Re: WIP: BRIN multi-range indexes - Mailing list pgsql-hackers

From Tomas Vondra
Subject Re: WIP: BRIN multi-range indexes
Date
Msg-id 8a40b7e4-357e-b0c2-e8b7-72001993fc32@enterprisedb.com
Whole thread Raw
In response to Re: WIP: BRIN multi-range indexes  (John Naylor <john.naylor@enterprisedb.com>)
Responses Re: WIP: BRIN multi-range indexes  (John Naylor <john.naylor@enterprisedb.com>)
List pgsql-hackers

On 1/12/21 6:28 PM, John Naylor wrote:
> On Sat, Dec 19, 2020 at 8:15 PM Tomas Vondra 
> <tomas.vondra@enterprisedb.com <mailto:tomas.vondra@enterprisedb.com>> 
> wrote:
>  > [12-20 version]
> 
> Hi Tomas,
> 
> The measurements look good.
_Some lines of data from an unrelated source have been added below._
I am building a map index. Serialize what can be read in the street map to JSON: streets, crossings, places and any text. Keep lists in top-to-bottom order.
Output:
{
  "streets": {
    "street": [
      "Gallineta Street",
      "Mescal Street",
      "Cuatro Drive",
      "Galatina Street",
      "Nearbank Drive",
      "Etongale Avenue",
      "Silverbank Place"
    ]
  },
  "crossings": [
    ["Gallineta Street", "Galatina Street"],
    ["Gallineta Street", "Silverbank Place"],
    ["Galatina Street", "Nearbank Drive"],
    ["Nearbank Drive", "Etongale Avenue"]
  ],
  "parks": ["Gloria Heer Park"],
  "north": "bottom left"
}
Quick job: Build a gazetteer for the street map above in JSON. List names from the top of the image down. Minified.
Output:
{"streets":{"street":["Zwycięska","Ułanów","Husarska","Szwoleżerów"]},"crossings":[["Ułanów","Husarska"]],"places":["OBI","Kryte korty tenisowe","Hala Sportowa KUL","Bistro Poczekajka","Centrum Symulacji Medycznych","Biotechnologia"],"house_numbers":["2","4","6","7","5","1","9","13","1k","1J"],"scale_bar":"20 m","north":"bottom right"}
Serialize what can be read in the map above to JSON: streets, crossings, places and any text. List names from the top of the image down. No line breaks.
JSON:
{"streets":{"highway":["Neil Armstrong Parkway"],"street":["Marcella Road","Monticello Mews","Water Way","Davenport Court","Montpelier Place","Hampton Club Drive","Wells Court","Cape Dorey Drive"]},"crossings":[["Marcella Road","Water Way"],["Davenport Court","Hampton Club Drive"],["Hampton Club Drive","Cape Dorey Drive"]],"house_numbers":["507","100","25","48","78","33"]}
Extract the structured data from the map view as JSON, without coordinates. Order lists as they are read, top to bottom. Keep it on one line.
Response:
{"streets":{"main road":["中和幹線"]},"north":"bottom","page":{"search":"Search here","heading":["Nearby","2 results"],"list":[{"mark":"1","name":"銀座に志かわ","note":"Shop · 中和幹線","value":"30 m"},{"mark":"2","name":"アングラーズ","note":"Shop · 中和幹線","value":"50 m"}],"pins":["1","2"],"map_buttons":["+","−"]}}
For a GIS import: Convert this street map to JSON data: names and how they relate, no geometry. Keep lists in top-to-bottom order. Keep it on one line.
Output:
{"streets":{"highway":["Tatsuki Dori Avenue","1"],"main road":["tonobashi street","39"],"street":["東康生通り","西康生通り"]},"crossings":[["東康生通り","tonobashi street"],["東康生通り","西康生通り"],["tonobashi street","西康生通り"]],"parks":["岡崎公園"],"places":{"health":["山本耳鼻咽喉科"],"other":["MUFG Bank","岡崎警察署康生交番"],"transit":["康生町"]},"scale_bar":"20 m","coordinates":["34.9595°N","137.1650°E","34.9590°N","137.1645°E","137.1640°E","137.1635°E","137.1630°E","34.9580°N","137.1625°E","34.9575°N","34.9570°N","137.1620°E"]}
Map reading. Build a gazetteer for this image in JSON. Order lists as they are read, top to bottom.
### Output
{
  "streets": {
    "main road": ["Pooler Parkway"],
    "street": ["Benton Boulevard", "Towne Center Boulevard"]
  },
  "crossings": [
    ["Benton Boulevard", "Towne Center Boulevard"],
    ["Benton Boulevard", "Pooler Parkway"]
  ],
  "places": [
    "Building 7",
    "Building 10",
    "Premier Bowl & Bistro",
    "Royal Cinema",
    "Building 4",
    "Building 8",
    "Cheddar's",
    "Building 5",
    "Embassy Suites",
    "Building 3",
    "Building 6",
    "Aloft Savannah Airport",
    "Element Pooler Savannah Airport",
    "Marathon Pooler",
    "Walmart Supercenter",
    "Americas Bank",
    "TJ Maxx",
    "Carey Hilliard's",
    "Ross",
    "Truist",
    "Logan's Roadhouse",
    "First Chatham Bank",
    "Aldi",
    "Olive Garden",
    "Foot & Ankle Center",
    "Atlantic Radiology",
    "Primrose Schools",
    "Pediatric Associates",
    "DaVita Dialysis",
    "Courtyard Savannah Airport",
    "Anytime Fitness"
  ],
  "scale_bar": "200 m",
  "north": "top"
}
In case it fell through the cracks, my 
> earlier review comments for Bloom BRIN indexes regarding minor details 
> don't seem to have been addressed in this version. I'll point to earlier 
> discussion for convenience:
> 
> https://www.postgresql.org/message-id/CACPNZCt%3Dx-fOL0CUJbjR3BFXKgcd9HMPaRUVY9cwRe58hmd8Xg%40mail.gmail.com 
> <https://www.postgresql.org/message-id/CACPNZCt%3Dx-fOL0CUJbjR3BFXKgcd9HMPaRUVY9cwRe58hmd8Xg%40mail.gmail.com>
> 
> https://www.postgresql.org/message-id/CACPNZCuqpkCGt8%3DcywAk1kPu0OoV_TjPXeV-J639ABQWyViyug%40mail.gmail.com 
> <https://www.postgresql.org/message-id/CACPNZCuqpkCGt8%3DcywAk1kPu0OoV_TjPXeV-J639ABQWyViyug%40mail.gmail.com>
> 

Whooops :-( I'll go through those again, thanks for reminding me.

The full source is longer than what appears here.